Every line from the one containing "Map reading. Read" to the one containing "For a GIS import: Give" in the records below, both included, must be set down exactly, and no other line.

ENTRIES SHOWN below:

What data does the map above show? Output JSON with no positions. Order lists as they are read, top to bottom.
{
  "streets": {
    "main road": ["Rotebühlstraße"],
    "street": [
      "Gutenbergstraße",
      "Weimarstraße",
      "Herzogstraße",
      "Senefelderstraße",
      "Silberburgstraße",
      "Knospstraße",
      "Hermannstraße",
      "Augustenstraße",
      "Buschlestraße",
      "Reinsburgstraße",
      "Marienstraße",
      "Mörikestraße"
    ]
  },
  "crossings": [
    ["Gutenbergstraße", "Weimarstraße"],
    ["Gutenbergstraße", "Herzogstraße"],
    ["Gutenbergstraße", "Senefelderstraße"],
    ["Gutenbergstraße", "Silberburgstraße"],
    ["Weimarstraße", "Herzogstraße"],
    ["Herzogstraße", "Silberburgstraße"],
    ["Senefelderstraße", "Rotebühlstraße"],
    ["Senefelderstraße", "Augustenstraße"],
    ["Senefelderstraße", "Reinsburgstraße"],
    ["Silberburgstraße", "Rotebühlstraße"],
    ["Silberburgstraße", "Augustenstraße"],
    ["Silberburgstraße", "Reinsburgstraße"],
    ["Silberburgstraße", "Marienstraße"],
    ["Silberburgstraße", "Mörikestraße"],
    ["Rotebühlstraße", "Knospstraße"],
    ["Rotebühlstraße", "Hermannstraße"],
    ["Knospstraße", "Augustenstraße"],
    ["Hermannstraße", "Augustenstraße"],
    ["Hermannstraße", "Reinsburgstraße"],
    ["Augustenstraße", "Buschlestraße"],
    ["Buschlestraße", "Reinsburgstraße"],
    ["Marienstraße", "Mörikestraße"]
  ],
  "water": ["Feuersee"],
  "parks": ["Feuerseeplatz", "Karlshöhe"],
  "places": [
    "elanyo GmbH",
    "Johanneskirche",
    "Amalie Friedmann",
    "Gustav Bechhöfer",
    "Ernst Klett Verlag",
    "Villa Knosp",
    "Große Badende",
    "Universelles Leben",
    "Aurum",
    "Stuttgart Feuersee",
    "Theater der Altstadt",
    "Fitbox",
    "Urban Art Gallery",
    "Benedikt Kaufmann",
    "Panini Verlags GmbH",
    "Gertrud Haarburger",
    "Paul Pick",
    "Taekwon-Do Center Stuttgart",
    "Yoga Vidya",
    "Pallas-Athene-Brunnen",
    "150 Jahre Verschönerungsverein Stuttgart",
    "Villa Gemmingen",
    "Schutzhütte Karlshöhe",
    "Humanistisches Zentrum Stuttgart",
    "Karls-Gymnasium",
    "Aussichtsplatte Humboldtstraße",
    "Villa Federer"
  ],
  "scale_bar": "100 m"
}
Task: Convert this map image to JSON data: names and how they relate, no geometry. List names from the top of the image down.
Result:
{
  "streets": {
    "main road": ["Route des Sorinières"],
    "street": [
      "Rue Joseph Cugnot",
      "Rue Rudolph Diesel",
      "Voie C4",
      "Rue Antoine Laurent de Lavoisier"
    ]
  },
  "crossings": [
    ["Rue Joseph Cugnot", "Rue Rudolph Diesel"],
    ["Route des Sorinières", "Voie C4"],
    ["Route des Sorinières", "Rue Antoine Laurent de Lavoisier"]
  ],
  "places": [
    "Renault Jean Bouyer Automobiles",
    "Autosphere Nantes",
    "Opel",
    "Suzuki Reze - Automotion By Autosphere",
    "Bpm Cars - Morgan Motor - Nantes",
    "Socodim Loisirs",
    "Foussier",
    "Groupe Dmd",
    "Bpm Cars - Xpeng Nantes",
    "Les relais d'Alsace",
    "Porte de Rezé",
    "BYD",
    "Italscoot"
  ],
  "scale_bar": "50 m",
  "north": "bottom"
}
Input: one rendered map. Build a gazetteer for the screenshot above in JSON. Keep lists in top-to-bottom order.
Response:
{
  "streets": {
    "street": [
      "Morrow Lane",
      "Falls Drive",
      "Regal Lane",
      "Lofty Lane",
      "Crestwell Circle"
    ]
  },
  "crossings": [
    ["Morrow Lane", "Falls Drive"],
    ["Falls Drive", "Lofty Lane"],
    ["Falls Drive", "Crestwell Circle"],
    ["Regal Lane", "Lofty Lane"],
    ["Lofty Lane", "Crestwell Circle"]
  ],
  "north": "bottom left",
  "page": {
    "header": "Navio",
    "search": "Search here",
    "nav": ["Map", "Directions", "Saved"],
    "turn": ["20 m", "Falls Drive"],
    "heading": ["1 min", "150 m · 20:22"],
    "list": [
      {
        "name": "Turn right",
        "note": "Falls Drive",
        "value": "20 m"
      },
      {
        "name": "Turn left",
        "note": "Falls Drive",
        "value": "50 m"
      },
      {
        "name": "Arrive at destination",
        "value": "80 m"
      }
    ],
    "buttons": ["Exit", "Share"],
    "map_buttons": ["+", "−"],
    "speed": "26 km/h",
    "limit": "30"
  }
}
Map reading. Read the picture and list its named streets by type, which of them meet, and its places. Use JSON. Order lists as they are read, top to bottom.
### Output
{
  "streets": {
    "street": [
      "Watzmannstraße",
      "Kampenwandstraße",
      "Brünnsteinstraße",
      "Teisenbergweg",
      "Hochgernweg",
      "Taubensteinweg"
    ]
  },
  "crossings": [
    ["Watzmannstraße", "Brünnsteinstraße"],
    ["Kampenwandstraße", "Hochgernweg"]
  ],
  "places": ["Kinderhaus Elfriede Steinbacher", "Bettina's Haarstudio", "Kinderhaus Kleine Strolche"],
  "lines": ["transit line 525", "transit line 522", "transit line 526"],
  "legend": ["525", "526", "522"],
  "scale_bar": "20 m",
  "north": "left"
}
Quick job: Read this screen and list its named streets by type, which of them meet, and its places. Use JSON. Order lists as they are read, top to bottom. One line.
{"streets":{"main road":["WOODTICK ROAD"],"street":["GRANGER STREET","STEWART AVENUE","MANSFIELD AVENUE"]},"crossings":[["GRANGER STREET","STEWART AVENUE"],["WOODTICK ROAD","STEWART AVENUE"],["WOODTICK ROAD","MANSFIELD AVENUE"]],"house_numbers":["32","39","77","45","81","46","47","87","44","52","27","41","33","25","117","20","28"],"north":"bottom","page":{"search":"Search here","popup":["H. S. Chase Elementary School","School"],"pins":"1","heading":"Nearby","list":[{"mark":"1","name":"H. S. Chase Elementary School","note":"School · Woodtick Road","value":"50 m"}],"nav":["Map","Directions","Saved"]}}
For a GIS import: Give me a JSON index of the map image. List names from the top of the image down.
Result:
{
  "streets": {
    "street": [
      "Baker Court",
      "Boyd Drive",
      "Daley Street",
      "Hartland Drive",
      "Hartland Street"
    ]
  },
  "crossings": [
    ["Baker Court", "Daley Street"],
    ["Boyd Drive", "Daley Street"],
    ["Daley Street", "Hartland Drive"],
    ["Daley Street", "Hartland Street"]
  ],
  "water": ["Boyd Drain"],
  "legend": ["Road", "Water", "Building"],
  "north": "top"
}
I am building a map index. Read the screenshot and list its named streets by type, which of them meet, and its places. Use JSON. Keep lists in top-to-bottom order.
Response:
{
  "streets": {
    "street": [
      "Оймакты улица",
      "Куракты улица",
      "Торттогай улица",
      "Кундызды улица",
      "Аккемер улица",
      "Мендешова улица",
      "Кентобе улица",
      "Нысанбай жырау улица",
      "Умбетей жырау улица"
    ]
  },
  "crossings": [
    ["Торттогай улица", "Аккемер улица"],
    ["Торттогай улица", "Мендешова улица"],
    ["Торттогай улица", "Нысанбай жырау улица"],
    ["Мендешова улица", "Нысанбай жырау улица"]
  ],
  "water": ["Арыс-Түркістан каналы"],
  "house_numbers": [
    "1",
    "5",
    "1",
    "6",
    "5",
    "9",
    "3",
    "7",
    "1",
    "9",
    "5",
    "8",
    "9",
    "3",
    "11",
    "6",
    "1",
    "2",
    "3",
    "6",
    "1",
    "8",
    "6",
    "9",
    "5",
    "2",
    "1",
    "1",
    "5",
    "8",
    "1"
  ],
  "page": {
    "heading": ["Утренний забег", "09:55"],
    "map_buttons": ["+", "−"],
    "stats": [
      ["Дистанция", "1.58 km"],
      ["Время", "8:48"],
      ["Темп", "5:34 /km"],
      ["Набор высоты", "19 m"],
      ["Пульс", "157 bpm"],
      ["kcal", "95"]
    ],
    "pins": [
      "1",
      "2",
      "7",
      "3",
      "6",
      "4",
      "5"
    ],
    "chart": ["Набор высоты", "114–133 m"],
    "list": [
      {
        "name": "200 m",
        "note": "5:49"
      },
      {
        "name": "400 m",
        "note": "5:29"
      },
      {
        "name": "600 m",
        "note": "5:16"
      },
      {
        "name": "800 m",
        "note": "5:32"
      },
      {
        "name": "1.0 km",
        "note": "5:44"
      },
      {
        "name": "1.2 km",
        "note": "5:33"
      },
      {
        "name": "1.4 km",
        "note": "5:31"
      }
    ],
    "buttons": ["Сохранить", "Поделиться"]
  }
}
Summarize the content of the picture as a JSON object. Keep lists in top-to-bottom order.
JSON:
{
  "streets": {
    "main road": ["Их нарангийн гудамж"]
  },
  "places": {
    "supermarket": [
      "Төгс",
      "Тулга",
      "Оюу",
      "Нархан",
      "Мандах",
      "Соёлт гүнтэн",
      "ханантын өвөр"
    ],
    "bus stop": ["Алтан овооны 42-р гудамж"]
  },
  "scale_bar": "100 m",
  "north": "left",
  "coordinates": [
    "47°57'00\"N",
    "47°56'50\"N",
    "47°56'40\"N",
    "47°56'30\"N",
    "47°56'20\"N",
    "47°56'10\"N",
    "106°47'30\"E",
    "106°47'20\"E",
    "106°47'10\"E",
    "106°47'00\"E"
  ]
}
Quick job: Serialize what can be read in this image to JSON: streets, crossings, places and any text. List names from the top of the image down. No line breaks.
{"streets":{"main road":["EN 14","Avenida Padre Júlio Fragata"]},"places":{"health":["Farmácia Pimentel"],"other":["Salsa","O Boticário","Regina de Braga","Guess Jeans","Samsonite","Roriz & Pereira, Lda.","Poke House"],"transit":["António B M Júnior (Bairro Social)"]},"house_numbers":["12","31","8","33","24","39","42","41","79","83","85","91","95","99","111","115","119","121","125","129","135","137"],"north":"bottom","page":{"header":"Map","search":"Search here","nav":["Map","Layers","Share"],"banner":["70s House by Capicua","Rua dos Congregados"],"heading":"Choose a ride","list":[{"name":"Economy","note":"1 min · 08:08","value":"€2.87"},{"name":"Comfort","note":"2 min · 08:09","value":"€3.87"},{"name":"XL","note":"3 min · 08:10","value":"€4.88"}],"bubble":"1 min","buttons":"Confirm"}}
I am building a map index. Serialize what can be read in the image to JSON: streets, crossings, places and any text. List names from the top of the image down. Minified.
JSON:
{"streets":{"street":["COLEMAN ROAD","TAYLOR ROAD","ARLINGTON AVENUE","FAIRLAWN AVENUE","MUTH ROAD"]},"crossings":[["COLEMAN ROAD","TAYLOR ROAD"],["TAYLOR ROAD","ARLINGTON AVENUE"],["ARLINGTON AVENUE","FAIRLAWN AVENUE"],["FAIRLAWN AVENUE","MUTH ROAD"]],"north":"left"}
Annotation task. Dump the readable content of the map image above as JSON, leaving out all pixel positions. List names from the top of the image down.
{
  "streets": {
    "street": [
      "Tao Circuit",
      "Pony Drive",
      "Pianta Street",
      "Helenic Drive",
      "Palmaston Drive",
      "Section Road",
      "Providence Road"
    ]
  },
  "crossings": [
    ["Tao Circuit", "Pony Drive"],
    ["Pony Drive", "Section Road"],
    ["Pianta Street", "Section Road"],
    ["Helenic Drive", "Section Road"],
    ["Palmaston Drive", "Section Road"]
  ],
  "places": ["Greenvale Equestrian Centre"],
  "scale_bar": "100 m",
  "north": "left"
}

End of ENTRIES SHOWN.

[RESPONSE TO THE TASK]:
Map reading. Read the picture and list its named streets by type, which of them meet, and its places. Use JSON. Order lists as they are read, top to bottom.
### Output
{
  "streets": {
    "street": [
      "Watzmannstraße",
      "Kampenwandstraße",
      "Brünnsteinstraße",
      "Teisenbergweg",
      "Hochgernweg",
      "Taubensteinweg"
    ]
  },
  "crossings": [
    ["Watzmannstraße", "Brünnsteinstraße"],
    ["Kampenwandstraße", "Hochgernweg"]
  ],
  "places": ["Kinderhaus Elfriede Steinbacher", "Bettina's Haarstudio", "Kinderhaus Kleine Strolche"],
  "lines": ["transit line 525", "transit line 522", "transit line 526"],
  "legend": ["525", "526", "522"],
  "scale_bar": "20 m",
  "north": "left"
}
Quick job: Read this screen and list its named streets by type, which of them meet, and its places. Use JSON. Order lists as they are read, top to bottom. One line.
{"streets":{"main road":["WOODTICK ROAD"],"street":["GRANGER STREET","STEWART AVENUE","MANSFIELD AVENUE"]},"crossings":[["GRANGER STREET","STEWART AVENUE"],["WOODTICK ROAD","STEWART AVENUE"],["WOODTICK ROAD","MANSFIELD AVENUE"]],"house_numbers":["32","39","77","45","81","46","47","87","44","52","27","41","33","25","117","20","28"],"north":"bottom","page":{"search":"Search here","popup":["H. S. Chase Elementary School","School"],"pins":"1","heading":"Nearby","list":[{"mark":"1","name":"H. S. Chase Elementary School","note":"School · Woodtick Road","value":"50 m"}],"nav":["Map","Directions","Saved"]}}
For a GIS import: Give me a JSON index of the map image. List names from the top of the image down.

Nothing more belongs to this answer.